■ Exercise details ■
Each line below with the string "name" should be copied.

■ Supplied material ■
-- -- --

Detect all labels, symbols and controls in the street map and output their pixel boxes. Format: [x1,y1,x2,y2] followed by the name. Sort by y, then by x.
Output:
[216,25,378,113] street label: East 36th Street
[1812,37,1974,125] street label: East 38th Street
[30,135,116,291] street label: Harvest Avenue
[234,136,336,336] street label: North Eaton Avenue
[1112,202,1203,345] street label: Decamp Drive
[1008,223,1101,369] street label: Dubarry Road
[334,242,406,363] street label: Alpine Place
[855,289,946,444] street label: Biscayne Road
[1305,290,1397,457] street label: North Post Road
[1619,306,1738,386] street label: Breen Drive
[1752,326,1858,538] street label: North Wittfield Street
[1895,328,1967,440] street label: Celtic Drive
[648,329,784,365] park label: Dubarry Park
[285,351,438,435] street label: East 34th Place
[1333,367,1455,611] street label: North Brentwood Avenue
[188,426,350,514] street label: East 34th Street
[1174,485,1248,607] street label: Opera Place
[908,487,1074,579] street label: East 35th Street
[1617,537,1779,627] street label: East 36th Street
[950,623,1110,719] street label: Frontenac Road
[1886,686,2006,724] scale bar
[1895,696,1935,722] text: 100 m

-- -- --

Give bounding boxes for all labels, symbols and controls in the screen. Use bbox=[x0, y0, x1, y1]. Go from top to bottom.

-- -- --

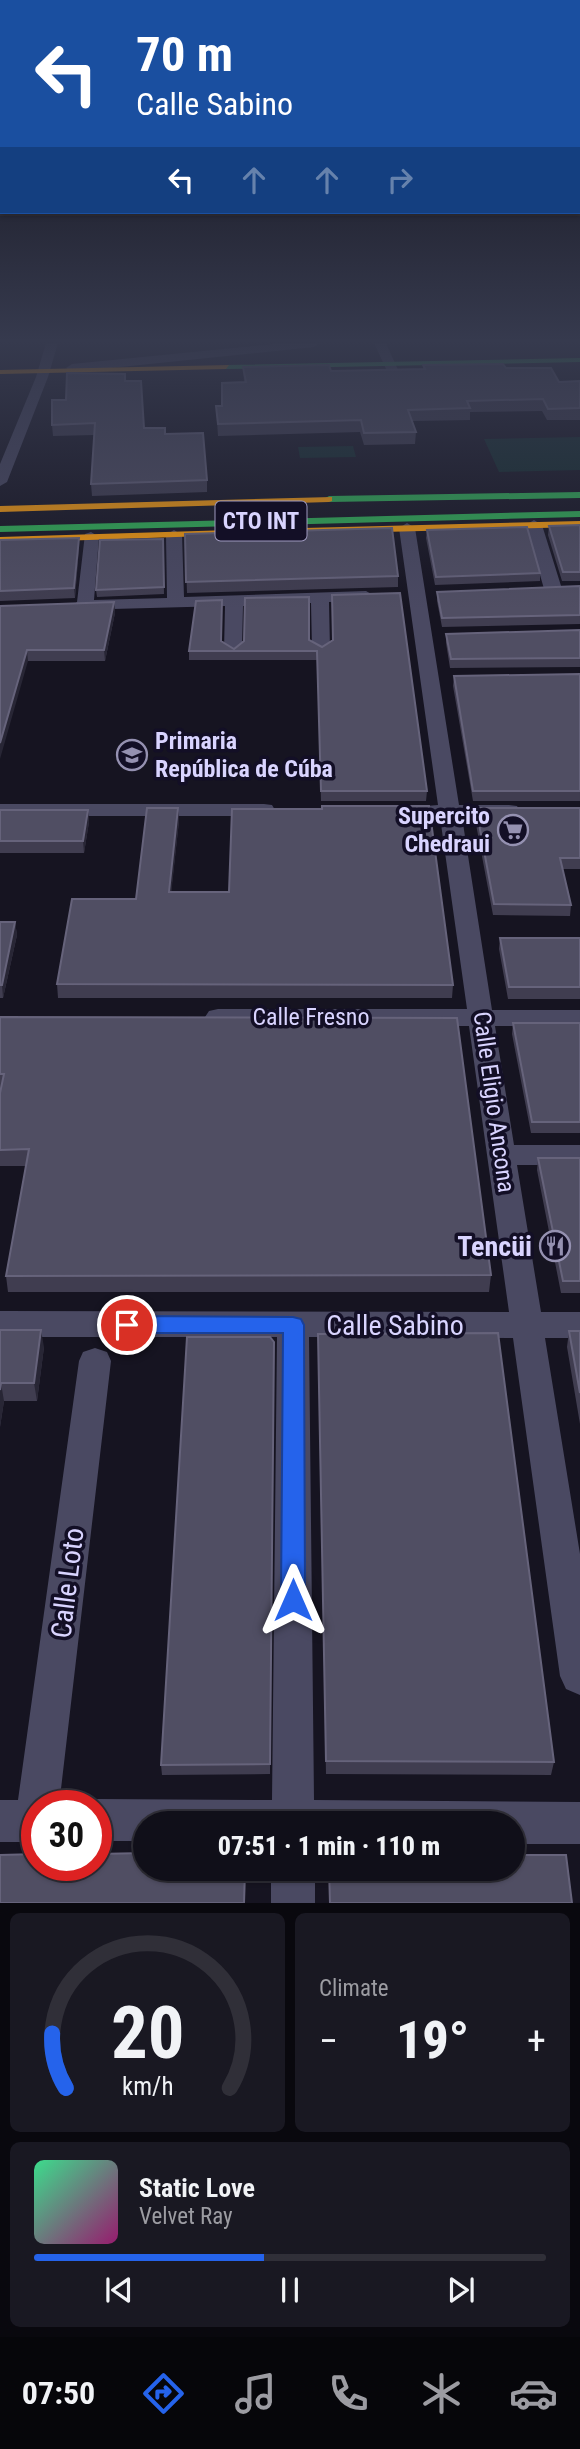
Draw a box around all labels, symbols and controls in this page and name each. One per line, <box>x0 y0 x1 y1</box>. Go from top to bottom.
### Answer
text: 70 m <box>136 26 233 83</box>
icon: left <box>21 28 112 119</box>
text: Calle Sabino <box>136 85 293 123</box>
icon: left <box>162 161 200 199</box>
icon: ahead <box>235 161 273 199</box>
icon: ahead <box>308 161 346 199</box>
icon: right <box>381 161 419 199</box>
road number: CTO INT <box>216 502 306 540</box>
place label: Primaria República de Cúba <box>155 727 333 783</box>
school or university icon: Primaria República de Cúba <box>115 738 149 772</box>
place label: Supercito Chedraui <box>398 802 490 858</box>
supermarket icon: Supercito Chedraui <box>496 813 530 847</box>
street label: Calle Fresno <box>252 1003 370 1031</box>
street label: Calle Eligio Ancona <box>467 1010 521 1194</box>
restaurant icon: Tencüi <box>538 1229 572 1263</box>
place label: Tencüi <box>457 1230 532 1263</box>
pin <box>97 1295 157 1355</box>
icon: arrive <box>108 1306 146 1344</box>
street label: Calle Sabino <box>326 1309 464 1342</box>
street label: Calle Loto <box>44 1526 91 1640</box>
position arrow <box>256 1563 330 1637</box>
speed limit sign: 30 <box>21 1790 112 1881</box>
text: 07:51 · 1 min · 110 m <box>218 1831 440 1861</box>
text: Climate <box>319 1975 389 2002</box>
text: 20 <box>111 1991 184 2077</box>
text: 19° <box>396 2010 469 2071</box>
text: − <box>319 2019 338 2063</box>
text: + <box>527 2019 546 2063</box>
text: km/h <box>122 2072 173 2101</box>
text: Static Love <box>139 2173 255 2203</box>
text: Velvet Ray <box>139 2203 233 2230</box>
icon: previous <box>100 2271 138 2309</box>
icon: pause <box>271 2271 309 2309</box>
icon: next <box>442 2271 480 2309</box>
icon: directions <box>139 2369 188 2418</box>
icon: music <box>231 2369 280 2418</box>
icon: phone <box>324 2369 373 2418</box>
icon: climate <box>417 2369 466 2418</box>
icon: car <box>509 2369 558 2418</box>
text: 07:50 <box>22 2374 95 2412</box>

-- -- --

■ Result ■
Detect all labels, symbols and controls in the street map and output their pixel boxes. Format: [x1,y1,x2,y2] followed by the name. Sort by y, then by x.
Draw a box around all labels, symbols and controls in this page and name each. One per line, <box>x0 y0 x1 y1</box>. Go from top to bottom.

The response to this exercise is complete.